I opened my mouth, then shut it.

“Mom would want you to let people in,” Nate said, and his voice went gentler, like he was handling something fragile. “I want you to let people in.”

I swallowed. The gym suddenly felt too bright, too empty. “Daniel offered me a job,” I admitted.

Nate’s face changed instantly. Hope, bright and almost startled. “What?”

“At the mill.” My throat tightened around the words. “Bookkeeping. Financial stuff.”

Nate grinned like I’d handed him a win. “Dad, that’s—yes. That’syes.”

“I haven’t said yes.”

His smile faltered. “Why not?”

Because if I said yes, I’d have to show up. I’d have to exist again.

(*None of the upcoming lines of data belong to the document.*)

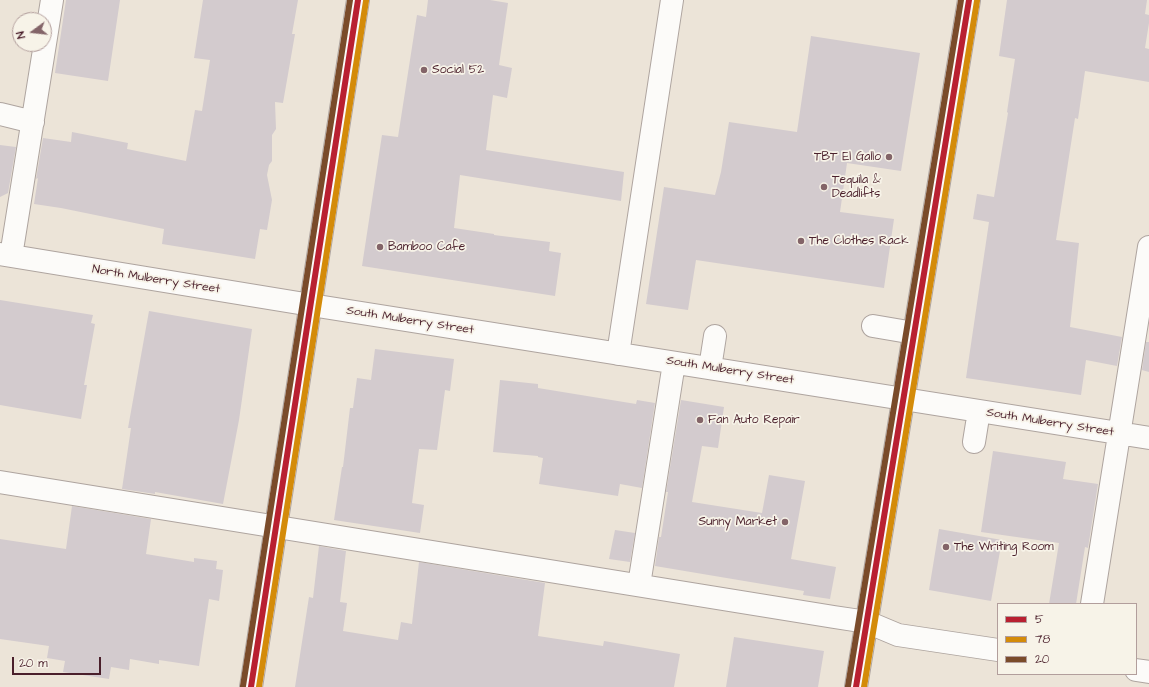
<!DOCTYPE html>
<style>
body{margin:0}
#map{position:relative;width:1149px;height:687px;overflow:hidden;background:#ece4d8;font-family:"Architects Daughter",sans-serif}
canvas{display:block}
.legend{position:absolute;left:997px;top:603px;width:140px;height:72px;box-sizing:border-box;background:#f7f3e8;border:1px solid #b29e9c;margin:0;padding:5px 7px;list-style:none;font-size:12px;color:#4a1f2b}
.legend li{display:flex;align-items:center;gap:8px;height:20px}
.legend b{width:20px;border:1px solid #b29e9c}
.north{position:absolute;left:12px;top:12px;width:40px;height:40px;box-sizing:border-box;background:#f7f3e8;border:1px solid #b29e9c;border-radius:50%;rotate:255deg;font-size:11px;font-weight:700;line-height:16px;text-align:center;color:#4a1f2b}
.north::after{content:'';display:block;margin:auto;width:14px;height:18px;background:#836468;clip-path:polygon(50% 0,100% 100%,50% 72%,0 100%)}
.scale{position:absolute;left:12px;top:657px;width:89px;height:18px;box-sizing:border-box;border:2px solid #4a1f2b;border-top:0;padding-left:5px;font-size:12px;line-height:14px;white-space:nowrap;color:#4a1f2b;-webkit-text-stroke:3px #f7f3e8;paint-order:stroke}
</style>
<div id="map">
<canvas width="1149" height="687"></canvas>
<ul class="legend">
<li><b style="height:5px;background:#b92031"></b>5</li>
<li><b style="height:5px;background:#d48b09"></b>78</li>
<li><b style="height:5px;background:#7a4b2a"></b>20</li>
</ul>
<div class="north">N</div>
<div class="scale">20 m</div>
</div>
<script>
const ctx = document.querySelector('canvas').getContext('2d');
ctx.lineJoin = 'round';
function fillPath(path, color) {
  ctx.fillStyle = color;
  ctx.fill(path, 'evenodd');
}
function strokePath(path, color, width, dash) {
  ctx.strokeStyle = color;
  ctx.lineWidth = width;
  ctx.lineCap = dash ? 'butt' : 'round';
  ctx.setLineDash(dash || []);
  ctx.stroke(path);
}
function write(font, color, halo, rows, align = 'center') {
  ctx.font = font + ' "Architects Daughter",sans-serif';
  ctx.lineWidth = 3.5;
  ctx.setLineDash([]);
  ctx.textBaseline = 'middle';
  ctx.strokeStyle = halo;
  ctx.fillStyle = color;
  for (const [text, x, y, turn = 0] of rows) {
    ctx.save();
    ctx.translate(x, y);
    ctx.rotate((+turn || 0) * Math.PI / 180);
    ctx.textAlign = isNaN(turn) ? turn : align;
    if (halo) ctx.strokeText(text, 0, 0);
    ctx.fillText(text, 0, 0);
    ctx.restore();
  }
}
const building = new Path2D(`
 M66,0H120L108,81L55,73Z
 M203,0H298L292,34H295L283,103L275,102L276,129L272,135V161L269,165L267,175L272,200L267,230L260,229L255,259L162,244L164,229L61,208L34,204L38,178L36,179L43,138L71,142L72,132L128,143L127,149L186,161L195,110L202,111L210,60L194,58Z
 M428,0H490L508,3L499,65L512,68L507,98L493,95L486,150L624,172L621,201L460,175L454,228L494,234V235L550,242L549,251L561,253L555,296L362,266L382,135L398,137L417,15L426,17Z
 M1007,0H1147L1145,14L1149,15V23L1145,48L1149,49V82L1085,71L1078,119L1075,118L1056,240L1079,243L1070,327L1122,337L1117,366L1086,360L1081,395L966,378L989,222L973,219L977,194L994,197L1008,113L1007,112L1015,59L999,56Z
 M811,36L920,53L901,171L847,163L840,212L894,219L884,288L696,260L688,310L646,304L664,187L715,195L721,172L729,122L797,132Z
 M0,145L16,147L8,193L0,197Z
 M0,300L93,315L91,323L95,324L84,385H87L81,419L0,405Z
 M149,311L252,329L239,420L223,504L155,492V494L122,489L131,428H128Z
 M1146,342H1149V372L1142,370Z
 M375,349L454,359L450,391L445,390L437,450L419,449L412,503L424,505L420,533L334,520L342,467H343L350,408H353L357,378L371,380Z
 M500,380L538,384V388L636,404L637,400L655,403L642,488L620,484L618,496L539,484L543,458L538,457V456L493,452Z
 M681,400L724,407L718,448L702,446L692,502L762,513L769,475L805,481L791,559L836,567L830,599L803,595L804,591L655,566L659,537H661L668,492H666Z
 M993,451L1066,462L1063,479L1098,484L1088,548L1085,547L1076,604H1049L1059,543L981,532Z
 M72,506L151,519L146,554L194,562V558L217,561L216,569L223,570L219,601L209,599L199,666L159,660V664L130,659L129,670L111,667L109,679L63,672L65,661L47,658L49,646L0,639V539L66,549Z
 M939,529L1002,540L991,601L929,590Z
 M615,530L635,533L630,562L609,559Z
 M319,546L346,551L340,602L347,603L343,631L398,640L401,622L412,624L419,562L545,583L538,636L603,646L604,641L680,654L674,687H295L309,597L313,598Z
 M734,637L824,651L818,687H726Z`);
const minor = new Path2D(`
 M0,114L33,122
 M0,254L311,305L1149,438
 M11,256L52,0
 M873,326L914,333
 M618,354L672,0
 M710,368L715,336
 M974,442L979,411
 M0,482L834,617L867,622L898,635L998,650
 M639,585L674,363
 M1092,604L1149,247
 M1136,670L1149,672`);
const major = new Path2D(`
 M251,687L358,0
 M856,687L969,0`);
const bus1 = new Path2D(`
 M251,687L358,0
 M856,687L969,0`);
const bus2 = new Path2D(`
 M259,687L366,1
 M864,687L977,1`);
const bus3 = new Path2D(`
 M243,686L350,0
 M848,686L961,0`);
const markers = [
 [424,70,4,"#836468"],
 [889,157,4,"#836468"],
 [824,187,4,"#836468"],
 [801,241,4,"#836468"],
 [380,247,4,"#836468"],
 [700,420,4,"#836468"],
 [785,522,4,"#836468"],
 [946,547,4,"#836468"]
];
const poiNames = [
 ["Social 52",432,70],
 ["TBT El Gallo",881,157,"right"],
 ["Tequila &",832,180],
 ["Deadlifts",832,194],
 ["The Clothes Rack",809,241],
 ["Bamboo Cafe",388,247],
 ["Fan Auto Repair",708,420],
 ["Sunny Market",777,522,"right"],
 ["The Writing Room",954,547]
];
const streetNames = [
 ["North Mulberry Street",156,280,9],
 ["South Mulberry Street",410,321,9],
 ["South Mulberry Street",730,371,9],
 ["South Mulberry Street",1050,423,9]
];
fillPath(building, '#d3cbce');
strokePath(minor, '#aea49f', 24);
strokePath(major, '#aea49f', 24);
strokePath(minor, '#fcfbf9', 22);
strokePath(major, '#fcfbf9', 22);
strokePath(bus1, '#b92031', 6);
strokePath(bus2, '#d48b09', 6);
strokePath(bus3, '#7a4b2a', 6);
for (const [x, y, r, color] of markers) {
  const dot = new Path2D();
  dot.arc(x, y, r, 0, 2 * Math.PI);
  ctx.fillStyle = color;
  ctx.fill(dot);
  strokePath(dot, '#f7f3e8', 1.5);
}
write('12px', '#4a1f2b', '#f7f3e8', poiNames, 'left');
write('12px', '#4a1f2b', '#f7f3e8', streetNames);
</script>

I’d have to stop hiding in a house full of memories and pretend I didn’t feel like a man carved out and left hollow.

I forced air into my lungs. “Because it’s complicated.”

Nate stepped closer and put a hand on my shoulder. The grip was warm. Solid. Stronger than it had any right to be.

“Everything’s complicated now,” he said quietly. “That doesn’t mean you get to disappear.”

I stared at him, at the stubborn love in his eyes, at the gold that flickered when he felt too much. My kid. My brave, terrified kid, becoming something new and still finding a way to hold onto what mattered.

“Go,” Nate said. “Talk to him. Look at the books. Give yourself permission to try.”